1. Many countries support draft UN human rights council resolution on Sri Lanka

Many countries support draft UN human rights council resolution on Sri Lanka

Australia, Canada, Germany, Israel, Japan and Norway have now extended support to the draft text.

By: | Colombo | Published: March 19, 2017 10:46 PM
Many countries have supported the draft UN human rights council resolution on Sri Lanka. (Reuters)

Many countries have supported the draft UN human rights council resolution on Sri Lanka, strengthening Colombo’s request for more time to address the issue of accountability over the alleged war crimes committed during the civil war, civil society groups here have said. The draft text, ‘Promoting reconciliation, accountability and human rights in Sri Lanka’, had Montenegro, Macedonia, the UK, Northern Ireland and the US as its main sponsors.

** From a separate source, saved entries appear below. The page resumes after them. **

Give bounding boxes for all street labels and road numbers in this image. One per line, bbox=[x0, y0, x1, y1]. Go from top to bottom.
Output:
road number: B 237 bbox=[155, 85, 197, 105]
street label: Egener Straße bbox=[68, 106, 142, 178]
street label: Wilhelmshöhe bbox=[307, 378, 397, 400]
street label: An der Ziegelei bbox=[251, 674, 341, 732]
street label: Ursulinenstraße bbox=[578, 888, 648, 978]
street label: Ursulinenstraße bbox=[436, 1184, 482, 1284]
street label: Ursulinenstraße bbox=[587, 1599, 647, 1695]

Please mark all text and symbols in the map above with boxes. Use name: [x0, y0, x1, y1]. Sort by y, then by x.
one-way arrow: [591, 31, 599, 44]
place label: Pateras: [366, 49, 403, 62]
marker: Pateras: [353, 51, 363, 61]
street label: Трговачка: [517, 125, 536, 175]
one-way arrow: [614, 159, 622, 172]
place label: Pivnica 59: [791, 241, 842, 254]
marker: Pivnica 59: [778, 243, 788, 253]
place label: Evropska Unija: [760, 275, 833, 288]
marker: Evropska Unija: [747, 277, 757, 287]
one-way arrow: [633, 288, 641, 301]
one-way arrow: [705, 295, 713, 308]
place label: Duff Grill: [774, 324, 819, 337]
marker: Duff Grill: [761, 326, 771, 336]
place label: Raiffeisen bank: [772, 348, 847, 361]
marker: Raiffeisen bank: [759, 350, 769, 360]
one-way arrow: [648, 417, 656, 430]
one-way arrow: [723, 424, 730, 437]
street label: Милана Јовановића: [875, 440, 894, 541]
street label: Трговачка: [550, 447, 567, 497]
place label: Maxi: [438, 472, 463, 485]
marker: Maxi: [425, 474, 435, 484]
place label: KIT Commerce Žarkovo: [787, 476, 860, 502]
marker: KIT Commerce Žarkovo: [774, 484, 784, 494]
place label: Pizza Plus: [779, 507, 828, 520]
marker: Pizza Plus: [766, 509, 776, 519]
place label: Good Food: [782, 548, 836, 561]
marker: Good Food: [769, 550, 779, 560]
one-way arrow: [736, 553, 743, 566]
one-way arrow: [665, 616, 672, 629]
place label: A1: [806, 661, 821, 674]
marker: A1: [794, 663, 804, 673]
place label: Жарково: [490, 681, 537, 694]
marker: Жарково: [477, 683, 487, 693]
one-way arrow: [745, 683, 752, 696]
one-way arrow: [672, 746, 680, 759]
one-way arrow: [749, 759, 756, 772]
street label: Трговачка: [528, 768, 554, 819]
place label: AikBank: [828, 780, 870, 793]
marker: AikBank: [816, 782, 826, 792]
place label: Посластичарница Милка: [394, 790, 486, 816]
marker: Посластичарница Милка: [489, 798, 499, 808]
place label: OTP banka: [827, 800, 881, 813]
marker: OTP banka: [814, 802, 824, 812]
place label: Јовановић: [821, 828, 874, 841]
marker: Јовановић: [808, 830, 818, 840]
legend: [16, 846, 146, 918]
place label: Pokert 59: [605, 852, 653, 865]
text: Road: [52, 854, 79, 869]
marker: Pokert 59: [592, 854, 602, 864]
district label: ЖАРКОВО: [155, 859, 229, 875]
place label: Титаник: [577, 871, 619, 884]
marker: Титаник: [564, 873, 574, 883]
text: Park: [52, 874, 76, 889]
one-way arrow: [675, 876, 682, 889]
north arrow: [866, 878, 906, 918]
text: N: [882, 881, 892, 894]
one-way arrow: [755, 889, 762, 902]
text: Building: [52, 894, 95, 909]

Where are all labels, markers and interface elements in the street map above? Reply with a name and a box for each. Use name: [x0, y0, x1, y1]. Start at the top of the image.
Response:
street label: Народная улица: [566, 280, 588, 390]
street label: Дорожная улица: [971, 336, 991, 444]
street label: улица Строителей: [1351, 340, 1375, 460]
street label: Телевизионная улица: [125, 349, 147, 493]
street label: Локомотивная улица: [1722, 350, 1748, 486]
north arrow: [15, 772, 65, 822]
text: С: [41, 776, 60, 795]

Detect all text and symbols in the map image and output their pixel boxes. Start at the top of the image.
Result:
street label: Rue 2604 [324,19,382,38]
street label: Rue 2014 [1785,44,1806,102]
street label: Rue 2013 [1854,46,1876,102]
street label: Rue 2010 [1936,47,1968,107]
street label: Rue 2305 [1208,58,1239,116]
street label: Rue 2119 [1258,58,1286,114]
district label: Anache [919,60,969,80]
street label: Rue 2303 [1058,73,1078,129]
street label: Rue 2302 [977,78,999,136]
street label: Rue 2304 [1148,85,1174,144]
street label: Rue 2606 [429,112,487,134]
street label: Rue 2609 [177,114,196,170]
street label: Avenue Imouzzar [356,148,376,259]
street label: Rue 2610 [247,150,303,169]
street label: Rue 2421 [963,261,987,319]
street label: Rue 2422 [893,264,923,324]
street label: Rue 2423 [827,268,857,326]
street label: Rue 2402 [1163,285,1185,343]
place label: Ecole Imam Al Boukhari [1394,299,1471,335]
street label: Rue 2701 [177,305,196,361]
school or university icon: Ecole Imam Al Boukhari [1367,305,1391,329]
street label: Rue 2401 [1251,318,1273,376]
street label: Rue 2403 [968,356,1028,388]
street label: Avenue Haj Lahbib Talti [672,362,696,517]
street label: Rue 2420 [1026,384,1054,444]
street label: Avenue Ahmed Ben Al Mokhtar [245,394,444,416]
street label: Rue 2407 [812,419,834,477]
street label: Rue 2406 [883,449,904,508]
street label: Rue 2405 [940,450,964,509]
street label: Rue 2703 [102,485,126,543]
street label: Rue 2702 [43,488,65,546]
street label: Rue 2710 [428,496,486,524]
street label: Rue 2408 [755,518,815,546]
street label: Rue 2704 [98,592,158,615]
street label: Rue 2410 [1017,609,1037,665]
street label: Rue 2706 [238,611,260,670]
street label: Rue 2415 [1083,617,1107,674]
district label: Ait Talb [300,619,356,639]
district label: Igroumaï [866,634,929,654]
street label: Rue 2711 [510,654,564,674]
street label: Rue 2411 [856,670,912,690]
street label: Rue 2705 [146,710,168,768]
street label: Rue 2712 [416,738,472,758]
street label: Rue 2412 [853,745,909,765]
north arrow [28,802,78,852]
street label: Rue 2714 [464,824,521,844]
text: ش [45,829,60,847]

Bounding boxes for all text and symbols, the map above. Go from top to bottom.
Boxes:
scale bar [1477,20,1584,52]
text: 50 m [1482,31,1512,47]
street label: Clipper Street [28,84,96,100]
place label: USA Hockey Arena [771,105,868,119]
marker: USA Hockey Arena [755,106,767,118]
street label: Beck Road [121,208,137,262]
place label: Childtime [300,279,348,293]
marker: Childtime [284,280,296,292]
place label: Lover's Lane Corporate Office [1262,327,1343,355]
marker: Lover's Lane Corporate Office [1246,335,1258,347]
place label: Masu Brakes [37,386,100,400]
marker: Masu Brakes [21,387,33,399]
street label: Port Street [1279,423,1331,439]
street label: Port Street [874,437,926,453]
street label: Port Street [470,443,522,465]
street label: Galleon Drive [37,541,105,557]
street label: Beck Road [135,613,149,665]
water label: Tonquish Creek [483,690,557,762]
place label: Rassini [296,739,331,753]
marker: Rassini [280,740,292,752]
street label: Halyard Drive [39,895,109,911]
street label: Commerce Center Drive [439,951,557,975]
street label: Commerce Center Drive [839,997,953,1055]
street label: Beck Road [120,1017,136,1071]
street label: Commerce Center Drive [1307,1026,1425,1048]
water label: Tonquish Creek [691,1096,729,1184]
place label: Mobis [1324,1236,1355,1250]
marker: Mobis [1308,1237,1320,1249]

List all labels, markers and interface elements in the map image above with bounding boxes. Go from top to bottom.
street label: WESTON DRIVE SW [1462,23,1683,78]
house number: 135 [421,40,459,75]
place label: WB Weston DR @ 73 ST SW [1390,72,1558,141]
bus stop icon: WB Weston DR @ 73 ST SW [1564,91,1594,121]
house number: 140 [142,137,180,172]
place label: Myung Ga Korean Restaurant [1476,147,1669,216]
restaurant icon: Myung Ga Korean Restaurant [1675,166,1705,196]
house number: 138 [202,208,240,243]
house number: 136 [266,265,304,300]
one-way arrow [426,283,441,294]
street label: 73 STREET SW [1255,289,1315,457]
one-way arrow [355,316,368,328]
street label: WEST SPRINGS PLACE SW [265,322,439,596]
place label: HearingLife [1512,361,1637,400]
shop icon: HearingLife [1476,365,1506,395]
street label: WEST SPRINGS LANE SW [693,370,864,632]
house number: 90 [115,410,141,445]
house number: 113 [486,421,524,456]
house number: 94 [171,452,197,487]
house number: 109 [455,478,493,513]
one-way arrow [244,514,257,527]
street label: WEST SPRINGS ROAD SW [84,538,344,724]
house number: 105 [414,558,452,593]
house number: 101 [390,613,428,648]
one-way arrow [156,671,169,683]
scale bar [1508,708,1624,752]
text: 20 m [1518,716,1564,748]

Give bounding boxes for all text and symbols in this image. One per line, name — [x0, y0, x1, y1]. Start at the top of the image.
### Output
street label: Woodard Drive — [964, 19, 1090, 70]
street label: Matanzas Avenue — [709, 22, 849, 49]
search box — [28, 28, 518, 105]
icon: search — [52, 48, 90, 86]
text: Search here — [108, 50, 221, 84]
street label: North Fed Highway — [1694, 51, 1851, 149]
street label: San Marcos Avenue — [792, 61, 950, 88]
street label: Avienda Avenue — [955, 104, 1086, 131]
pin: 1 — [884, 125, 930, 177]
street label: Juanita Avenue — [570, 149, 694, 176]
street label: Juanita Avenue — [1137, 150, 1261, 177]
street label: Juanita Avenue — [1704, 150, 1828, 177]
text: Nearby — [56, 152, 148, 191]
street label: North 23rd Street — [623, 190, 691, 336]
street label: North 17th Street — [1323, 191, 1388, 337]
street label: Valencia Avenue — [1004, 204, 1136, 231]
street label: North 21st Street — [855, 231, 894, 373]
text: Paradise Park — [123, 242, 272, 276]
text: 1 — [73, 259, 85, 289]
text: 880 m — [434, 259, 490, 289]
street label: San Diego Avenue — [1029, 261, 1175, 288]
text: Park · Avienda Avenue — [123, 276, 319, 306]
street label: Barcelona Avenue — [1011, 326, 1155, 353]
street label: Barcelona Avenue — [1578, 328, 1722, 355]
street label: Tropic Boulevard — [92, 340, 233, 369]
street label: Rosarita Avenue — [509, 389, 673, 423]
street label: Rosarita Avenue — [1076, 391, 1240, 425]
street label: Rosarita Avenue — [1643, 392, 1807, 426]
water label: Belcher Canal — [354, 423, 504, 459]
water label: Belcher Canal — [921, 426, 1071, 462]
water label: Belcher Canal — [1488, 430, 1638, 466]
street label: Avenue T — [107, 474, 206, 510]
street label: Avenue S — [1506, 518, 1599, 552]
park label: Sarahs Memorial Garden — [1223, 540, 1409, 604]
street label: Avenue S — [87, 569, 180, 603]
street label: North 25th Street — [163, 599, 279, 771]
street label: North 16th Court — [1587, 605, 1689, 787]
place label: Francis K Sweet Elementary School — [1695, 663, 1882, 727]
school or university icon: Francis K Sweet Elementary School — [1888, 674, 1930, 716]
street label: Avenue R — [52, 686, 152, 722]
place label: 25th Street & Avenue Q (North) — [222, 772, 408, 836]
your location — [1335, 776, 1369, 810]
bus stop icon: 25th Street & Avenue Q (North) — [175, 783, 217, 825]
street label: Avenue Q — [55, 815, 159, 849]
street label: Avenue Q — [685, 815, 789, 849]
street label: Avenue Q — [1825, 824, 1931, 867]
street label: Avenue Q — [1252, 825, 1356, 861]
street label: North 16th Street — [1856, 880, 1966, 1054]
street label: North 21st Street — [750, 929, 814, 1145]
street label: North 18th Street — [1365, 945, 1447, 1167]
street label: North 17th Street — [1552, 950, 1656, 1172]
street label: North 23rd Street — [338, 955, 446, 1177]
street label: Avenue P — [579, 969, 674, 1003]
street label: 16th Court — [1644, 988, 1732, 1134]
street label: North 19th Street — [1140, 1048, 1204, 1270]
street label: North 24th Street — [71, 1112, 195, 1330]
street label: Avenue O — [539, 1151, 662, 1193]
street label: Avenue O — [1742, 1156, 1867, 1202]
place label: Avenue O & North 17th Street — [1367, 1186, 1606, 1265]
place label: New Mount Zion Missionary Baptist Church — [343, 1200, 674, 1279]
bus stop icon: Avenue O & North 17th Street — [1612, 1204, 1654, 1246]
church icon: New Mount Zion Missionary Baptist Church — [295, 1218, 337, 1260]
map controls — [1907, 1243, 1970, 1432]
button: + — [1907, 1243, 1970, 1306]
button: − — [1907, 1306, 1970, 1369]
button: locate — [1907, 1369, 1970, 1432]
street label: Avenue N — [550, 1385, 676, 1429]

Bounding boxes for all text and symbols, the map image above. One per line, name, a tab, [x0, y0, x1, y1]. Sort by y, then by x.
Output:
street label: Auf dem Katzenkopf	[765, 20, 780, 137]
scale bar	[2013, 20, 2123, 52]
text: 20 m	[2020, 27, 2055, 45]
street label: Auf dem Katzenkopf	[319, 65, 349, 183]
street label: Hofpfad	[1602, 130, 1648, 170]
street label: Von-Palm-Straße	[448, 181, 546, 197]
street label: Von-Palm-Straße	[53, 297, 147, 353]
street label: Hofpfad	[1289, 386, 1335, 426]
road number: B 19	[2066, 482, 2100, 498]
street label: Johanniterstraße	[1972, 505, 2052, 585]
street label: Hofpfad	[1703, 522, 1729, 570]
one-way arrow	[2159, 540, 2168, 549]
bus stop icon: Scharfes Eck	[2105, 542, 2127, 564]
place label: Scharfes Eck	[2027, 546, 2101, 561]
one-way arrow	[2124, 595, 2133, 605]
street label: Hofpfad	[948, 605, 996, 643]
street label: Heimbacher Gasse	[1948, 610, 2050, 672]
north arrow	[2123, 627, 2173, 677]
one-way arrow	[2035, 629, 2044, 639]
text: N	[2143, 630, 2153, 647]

Australia, Canada, Germany, Israel, Japan and Norway have now extended support to the draft text. Sri Lanka is a co-sponsor of the resolution. The follow-up draft resolution on Sri Lanka was submitted to the UNHRC before the deadline for submissions ended last week. The support strengthens Sri Lanka’s request for more time to address the issue on accountability over the conflict, according to local civil society groups.

The resolution calls on the UNHRC to continue to assess progress on the implementation of its recommendations and other processes related to reconciliation, accountability and human rights in Sri Lanka. It also calls to present a written update to the UNHRC at its 37th session, and a comprehensive report followed by discussion on the implementation of resolution 30/1 at its 40th session.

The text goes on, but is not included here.